▸ **Assignment**:
Return all lines from the listing below that include the word "Duggi".

▸ **Dataset records**:
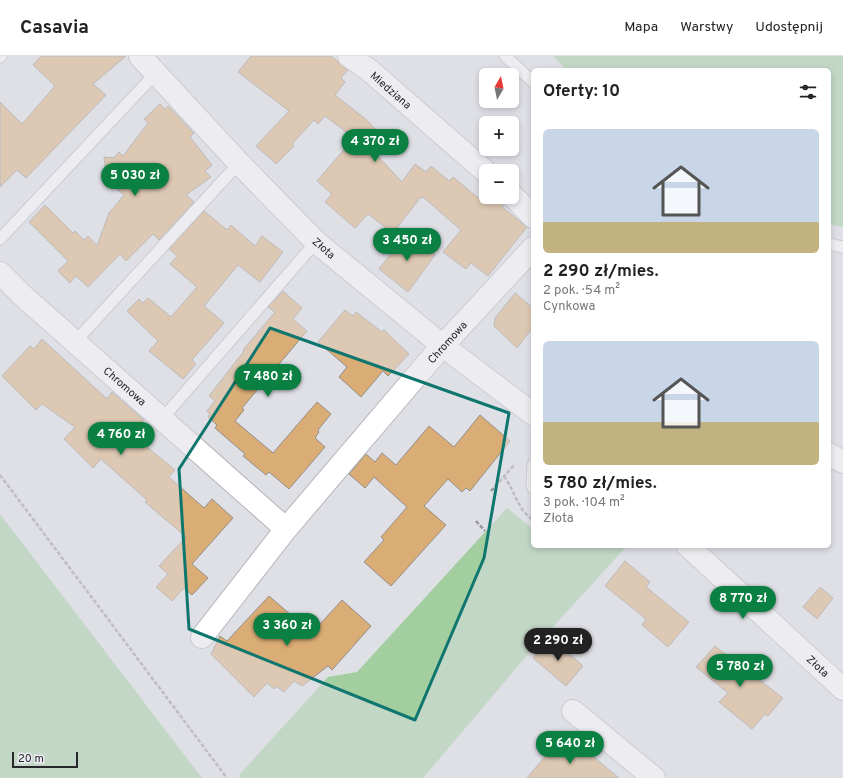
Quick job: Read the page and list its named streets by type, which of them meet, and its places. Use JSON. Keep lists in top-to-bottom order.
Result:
{
  "streets": {
    "street": ["Miedziana", "Złota", "Chromowa"]
  },
  "crossings": [
    ["Złota", "Chromowa"]
  ],
  "scale_bar": "20 m",
  "north": "top",
  "page": {
    "header": "Casavia",
    "nav": ["Mapa", "Warstwy", "Udostępnij"],
    "map_buttons": ["+", "−"],
    "heading": "Oferty: 10",
    "list": [
      {
        "name": "2 290 zł/mies.",
        "note": "2 pok. · 54 m² · Cynkowa"
      },
      {
        "name": "5 780 zł/mies.",
        "note": "3 pok. · 104 m² · Złota"
      }
    ],
    "price": [
      "4 370 zł",
      "5 030 zł",
      "3 450 zł",
      "7 480 zł",
      "4 760 zł",
      "8 770 zł",
      "3 360 zł",
      "2 290 zł",
      "5 780 zł",
      "5 640 zł"
    ],
    "scale": "20 m"
  }
}
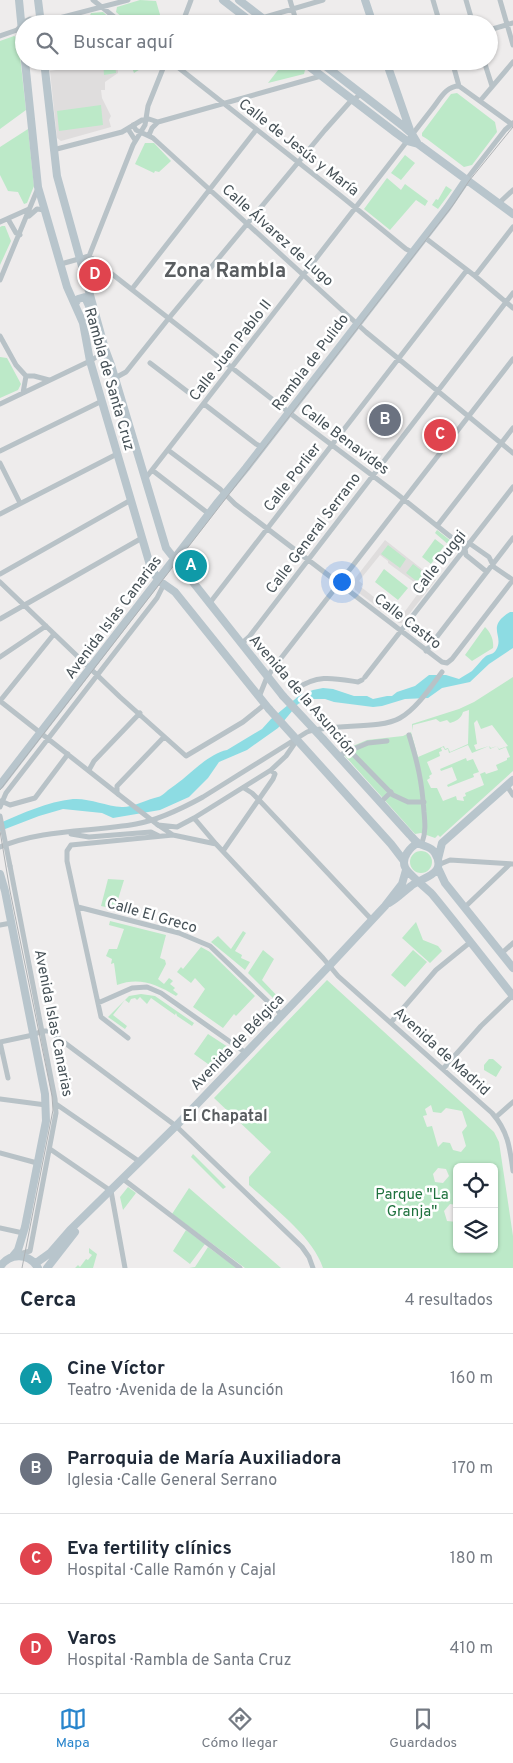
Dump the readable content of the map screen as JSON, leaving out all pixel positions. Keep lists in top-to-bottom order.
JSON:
{
  "streets": {
    "main road": [
      "Rambla de Pulido",
      "Rambla de Santa Cruz",
      "Avenida Islas Canarias",
      "Avenida de la Asunción",
      "Avenida de Bélgica"
    ],
    "street": [
      "Calle de Jesús y María",
      "Calle Álvarez de Lugo",
      "Calle Juan Pablo II",
      "Calle Benavides",
      "Calle Porlier",
      "Calle General Serrano",
      "Calle Duggi",
      "Calle Castro",
      "Calle El Greco",
      "Avenida de Madrid"
    ]
  },
  "crossings": [
    ["Calle de Jesús y María", "Calle Juan Pablo II"],
    ["Calle de Jesús y María", "Rambla de Pulido"],
    ["Calle Álvarez de Lugo", "Calle Juan Pablo II"],
    ["Calle Álvarez de Lugo", "Rambla de Pulido"],
    ["Calle Álvarez de Lugo", "Calle Porlier"],
    ["Calle Álvarez de Lugo", "Calle General Serrano"],
    ["Calle Juan Pablo II", "Rambla de Santa Cruz"],
    ["Calle Juan Pablo II", "Calle Benavides"],
    ["Calle Juan Pablo II", "Calle Castro"],
    ["Rambla de Pulido", "Rambla de Santa Cruz"],
    ["Rambla de Pulido", "Calle Benavides"],
    ["Rambla de Pulido", "Avenida Islas Canarias"],
    ["Rambla de Pulido", "Calle Castro"],
    ["Rambla de Pulido", "Avenida de la Asunción"],
    ["Rambla de Santa Cruz", "Avenida Islas Canarias"],
    ["Rambla de Santa Cruz", "Avenida de la Asunción"],
    ["Calle Benavides", "Calle Porlier"],
    ["Calle Benavides", "Calle General Serrano"],
    ["Calle Benavides", "Calle Duggi"],
    ["Calle Porlier", "Calle Castro"],
    ["Calle Porlier", "Avenida de la Asunción"],
    ["Calle General Serrano", "Calle Castro"],
    ["Calle General Serrano", "Avenida de la Asunción"],
    ["Calle Duggi", "Calle Castro"],
    ["Avenida Islas Canarias", "Avenida de la Asunción"],
    ["Avenida de la Asunción", "Avenida de Bélgica"],
    ["Calle El Greco", "Avenida de Bélgica"],
    ["Avenida de Bélgica", "Avenida de Madrid"]
  ],
  "districts": ["Zona Rambla", "El Chapatal"],
  "parks": ["Parque \"La Granja\""],
  "page": {
    "search": "Buscar aquí",
    "pins": [
      "D",
      "B",
      "C",
      "A"
    ],
    "heading": ["Cerca", "4 resultados"],
    "list": [
      {
        "mark": "A",
        "name": "Cine Víctor",
        "note": "Teatro · Avenida de la Asunción",
        "value": "160 m"
      },
      {
        "mark": "B",
        "name": "Parroquia de María Auxiliadora",
        "note": "Iglesia · Calle General Serrano",
        "value": "170 m"
      },
      {
        "mark": "C",
        "name": "Eva fertility clínics",
        "note": "Hospital · Calle Ramón y Cajal",
        "value": "180 m"
      },
      {
        "mark": "D",
        "name": "Varos",
        "note": "Hospital · Rambla de Santa Cruz",
        "value": "410 m"
      }
    ],
    "nav": ["Mapa", "Cómo llegar", "Guardados"]
  }
}
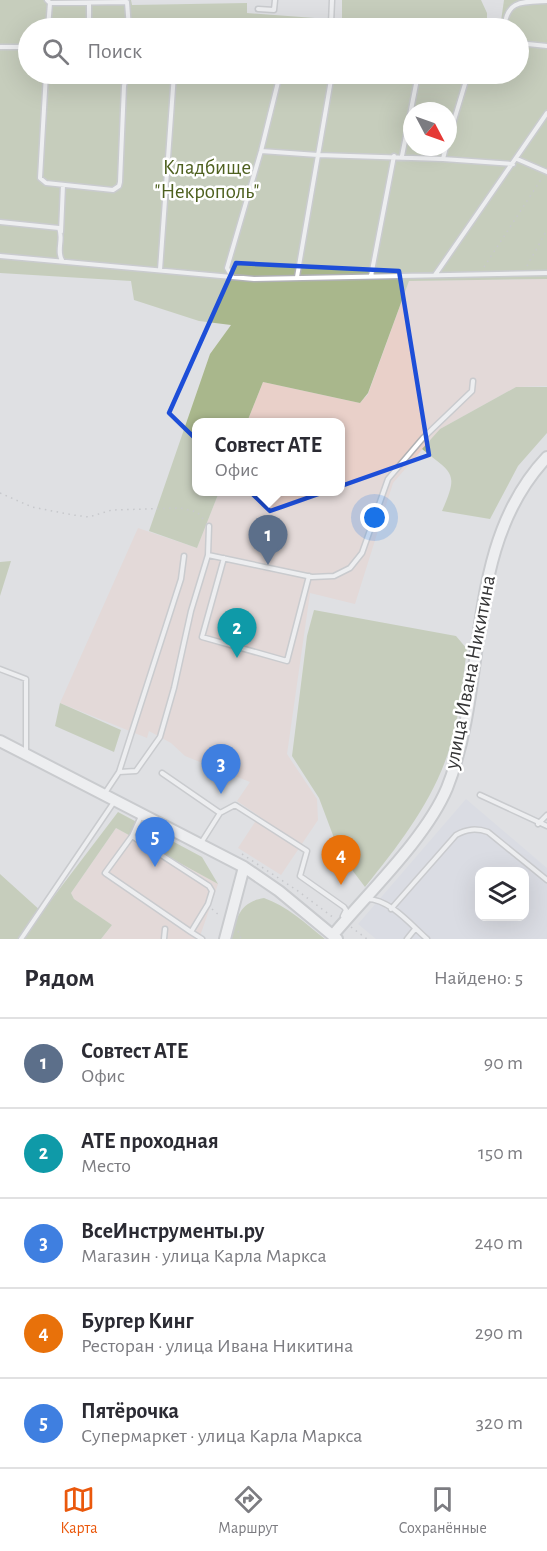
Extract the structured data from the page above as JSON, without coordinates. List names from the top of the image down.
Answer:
{
  "streets": {
    "main road": ["улица Ивана Никитина"]
  },
  "parks": ["Кладбище \"Некрополь\""],
  "north": "bottom right",
  "page": {
    "search": "Поиск",
    "popup": ["Совтест АТЕ", "Офис"],
    "pins": [
      "1",
      "2",
      "3",
      "5",
      "4"
    ],
    "heading": ["Рядом", "Найдено: 5"],
    "list": [
      {
        "mark": "1",
        "name": "Совтест АТЕ",
        "note": "Офис",
        "value": "90 m"
      },
      {
        "mark": "2",
        "name": "АТЕ проходная",
        "note": "Место",
        "value": "150 m"
      },
      {
        "mark": "3",
        "name": "ВсеИнструменты.ру",
        "note": "Магазин · улица Карла Маркса",
        "value": "240 m"
      },
      {
        "mark": "4",
        "name": "Бургер Кинг",
        "note": "Ресторан · улица Ивана Никитина",
        "value": "290 m"
      },
      {
        "mark": "5",
        "name": "Пятёрочка",
        "note": "Супермаркет · улица Карла Маркса",
        "value": "320 m"
      }
    ],
    "nav": ["Карта", "Маршрут", "Сохранённые"]
  }
}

▸ **Exercise output**:
      "Calle Duggi",
    ["Calle Benavides", "Calle Duggi"],
    ["Calle Duggi", "Calle Castro"],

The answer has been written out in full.